▶ **Work instruction**: Gather each line in the entries that includes the string "Transcribe".

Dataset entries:
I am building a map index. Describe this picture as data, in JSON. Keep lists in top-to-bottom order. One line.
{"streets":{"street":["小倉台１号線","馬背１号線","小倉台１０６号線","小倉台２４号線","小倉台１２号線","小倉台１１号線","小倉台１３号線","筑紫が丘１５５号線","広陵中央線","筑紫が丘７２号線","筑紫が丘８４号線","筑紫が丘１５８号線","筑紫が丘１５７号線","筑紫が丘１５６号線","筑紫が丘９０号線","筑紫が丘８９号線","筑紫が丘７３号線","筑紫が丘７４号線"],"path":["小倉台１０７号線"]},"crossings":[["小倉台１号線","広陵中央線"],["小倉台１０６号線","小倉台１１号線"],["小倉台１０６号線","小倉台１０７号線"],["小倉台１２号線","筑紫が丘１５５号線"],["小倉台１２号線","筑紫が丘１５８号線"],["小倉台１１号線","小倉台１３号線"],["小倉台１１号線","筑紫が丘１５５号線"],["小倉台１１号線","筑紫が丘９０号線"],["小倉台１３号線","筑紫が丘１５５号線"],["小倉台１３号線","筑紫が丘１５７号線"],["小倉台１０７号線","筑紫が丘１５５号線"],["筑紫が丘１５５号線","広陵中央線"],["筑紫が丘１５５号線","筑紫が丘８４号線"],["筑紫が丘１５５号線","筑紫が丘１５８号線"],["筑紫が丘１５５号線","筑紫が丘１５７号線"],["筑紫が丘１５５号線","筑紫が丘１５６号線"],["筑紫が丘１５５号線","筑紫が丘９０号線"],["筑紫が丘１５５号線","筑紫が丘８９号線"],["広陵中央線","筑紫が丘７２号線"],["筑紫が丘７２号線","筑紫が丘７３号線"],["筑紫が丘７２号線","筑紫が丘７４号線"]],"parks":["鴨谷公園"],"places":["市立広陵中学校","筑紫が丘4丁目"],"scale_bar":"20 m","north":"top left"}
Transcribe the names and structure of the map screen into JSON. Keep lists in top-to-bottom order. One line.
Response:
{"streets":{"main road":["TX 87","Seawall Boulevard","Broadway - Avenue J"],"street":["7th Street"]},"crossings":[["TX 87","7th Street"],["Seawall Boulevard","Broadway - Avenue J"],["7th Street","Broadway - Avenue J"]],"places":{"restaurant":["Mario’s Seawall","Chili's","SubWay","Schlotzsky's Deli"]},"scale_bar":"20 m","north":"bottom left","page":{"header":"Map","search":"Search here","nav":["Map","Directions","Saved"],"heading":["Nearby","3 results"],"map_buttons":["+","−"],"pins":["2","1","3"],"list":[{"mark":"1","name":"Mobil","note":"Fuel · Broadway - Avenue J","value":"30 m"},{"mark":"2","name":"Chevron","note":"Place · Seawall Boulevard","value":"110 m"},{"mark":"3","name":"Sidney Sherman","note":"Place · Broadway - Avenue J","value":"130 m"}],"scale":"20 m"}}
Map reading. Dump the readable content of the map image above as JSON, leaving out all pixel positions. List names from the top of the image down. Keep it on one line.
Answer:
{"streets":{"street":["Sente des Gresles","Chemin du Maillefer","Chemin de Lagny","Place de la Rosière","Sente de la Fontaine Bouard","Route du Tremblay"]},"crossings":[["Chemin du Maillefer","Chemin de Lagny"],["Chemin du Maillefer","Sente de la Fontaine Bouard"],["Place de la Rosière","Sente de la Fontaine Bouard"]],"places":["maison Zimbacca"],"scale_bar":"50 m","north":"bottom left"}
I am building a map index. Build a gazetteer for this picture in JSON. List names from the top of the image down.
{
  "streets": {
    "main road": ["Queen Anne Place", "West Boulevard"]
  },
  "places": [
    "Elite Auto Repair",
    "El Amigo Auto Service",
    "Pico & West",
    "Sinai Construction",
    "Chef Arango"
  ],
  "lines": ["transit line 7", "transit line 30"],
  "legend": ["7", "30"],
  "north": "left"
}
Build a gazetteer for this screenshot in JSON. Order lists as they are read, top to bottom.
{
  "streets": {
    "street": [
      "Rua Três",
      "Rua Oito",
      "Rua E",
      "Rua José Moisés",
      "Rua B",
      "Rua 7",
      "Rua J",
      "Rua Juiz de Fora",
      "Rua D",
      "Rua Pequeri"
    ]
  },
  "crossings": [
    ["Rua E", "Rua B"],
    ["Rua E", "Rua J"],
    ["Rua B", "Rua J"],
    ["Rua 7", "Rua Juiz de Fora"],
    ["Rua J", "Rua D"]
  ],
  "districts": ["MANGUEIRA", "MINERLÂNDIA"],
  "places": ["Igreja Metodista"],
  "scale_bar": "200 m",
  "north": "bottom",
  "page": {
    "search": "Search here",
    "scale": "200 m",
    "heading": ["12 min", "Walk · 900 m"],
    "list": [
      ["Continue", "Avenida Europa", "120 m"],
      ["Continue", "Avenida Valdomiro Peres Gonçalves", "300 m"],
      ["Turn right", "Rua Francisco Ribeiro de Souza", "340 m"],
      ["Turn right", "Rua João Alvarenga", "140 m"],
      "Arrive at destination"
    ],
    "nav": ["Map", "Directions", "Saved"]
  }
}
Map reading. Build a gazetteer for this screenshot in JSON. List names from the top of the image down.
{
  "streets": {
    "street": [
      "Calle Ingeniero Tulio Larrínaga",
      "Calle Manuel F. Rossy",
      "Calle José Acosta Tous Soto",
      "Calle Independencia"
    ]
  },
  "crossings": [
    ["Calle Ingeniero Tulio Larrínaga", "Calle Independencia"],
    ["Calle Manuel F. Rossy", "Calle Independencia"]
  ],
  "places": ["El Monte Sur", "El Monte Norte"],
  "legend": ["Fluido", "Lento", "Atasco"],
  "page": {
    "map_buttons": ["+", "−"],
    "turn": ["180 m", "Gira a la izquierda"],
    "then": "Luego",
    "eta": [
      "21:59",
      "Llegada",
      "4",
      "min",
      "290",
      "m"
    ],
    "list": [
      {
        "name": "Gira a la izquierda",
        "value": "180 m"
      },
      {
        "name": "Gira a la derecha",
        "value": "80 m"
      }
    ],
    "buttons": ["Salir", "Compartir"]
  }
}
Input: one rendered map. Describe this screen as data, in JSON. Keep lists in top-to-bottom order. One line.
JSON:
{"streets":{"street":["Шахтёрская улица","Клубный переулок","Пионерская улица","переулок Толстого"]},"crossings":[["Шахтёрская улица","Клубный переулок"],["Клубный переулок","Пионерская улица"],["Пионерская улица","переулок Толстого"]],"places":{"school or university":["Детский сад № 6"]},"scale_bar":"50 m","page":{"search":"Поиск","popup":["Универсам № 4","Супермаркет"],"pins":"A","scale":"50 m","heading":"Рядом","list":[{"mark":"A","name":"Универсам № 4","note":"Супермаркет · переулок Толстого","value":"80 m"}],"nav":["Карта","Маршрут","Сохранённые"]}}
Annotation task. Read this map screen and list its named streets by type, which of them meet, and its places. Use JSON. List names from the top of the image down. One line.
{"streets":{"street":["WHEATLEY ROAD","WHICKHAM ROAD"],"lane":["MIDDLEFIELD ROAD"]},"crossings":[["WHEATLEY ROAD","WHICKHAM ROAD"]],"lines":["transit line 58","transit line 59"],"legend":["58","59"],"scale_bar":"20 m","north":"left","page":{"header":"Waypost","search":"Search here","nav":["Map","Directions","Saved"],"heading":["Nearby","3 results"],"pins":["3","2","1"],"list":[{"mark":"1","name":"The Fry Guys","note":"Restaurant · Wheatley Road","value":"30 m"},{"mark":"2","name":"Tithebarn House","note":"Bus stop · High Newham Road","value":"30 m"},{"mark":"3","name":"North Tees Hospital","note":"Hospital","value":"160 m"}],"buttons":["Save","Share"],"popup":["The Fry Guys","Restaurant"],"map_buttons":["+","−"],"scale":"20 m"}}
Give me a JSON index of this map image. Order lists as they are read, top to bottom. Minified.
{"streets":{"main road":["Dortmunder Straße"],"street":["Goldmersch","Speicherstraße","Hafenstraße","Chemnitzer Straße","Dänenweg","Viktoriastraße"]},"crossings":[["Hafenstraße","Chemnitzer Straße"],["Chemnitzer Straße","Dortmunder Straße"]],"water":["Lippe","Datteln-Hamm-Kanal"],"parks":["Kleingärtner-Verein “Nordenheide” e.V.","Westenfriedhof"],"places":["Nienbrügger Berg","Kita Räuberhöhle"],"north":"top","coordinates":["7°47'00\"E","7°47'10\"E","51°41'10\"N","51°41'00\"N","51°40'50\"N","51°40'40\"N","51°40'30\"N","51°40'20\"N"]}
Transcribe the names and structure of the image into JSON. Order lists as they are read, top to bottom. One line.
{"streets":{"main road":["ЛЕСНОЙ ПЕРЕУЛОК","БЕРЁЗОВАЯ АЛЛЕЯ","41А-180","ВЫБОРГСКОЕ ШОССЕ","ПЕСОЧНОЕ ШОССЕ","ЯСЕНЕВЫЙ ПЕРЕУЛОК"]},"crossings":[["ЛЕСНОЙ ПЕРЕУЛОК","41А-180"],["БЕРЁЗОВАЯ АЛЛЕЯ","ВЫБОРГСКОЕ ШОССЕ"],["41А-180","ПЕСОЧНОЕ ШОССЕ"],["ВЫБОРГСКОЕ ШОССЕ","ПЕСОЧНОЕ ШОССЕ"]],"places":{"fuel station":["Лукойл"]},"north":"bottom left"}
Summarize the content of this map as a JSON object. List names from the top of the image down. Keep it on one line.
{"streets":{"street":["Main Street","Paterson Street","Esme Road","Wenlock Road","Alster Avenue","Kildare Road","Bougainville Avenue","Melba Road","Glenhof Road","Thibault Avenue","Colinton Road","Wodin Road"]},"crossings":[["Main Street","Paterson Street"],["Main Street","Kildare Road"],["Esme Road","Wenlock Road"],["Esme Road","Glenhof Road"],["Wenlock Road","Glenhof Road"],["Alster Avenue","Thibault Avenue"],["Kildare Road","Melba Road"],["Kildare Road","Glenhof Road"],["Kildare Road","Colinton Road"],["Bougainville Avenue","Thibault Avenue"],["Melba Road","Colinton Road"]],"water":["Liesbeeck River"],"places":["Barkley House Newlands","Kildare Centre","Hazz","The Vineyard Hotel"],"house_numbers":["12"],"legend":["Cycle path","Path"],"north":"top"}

▶ **Exercise solution**:
Transcribe the names and structure of the map screen into JSON. Keep lists in top-to-bottom order. One line.
Transcribe the names and structure of the image into JSON. Order lists as they are read, top to bottom. One line.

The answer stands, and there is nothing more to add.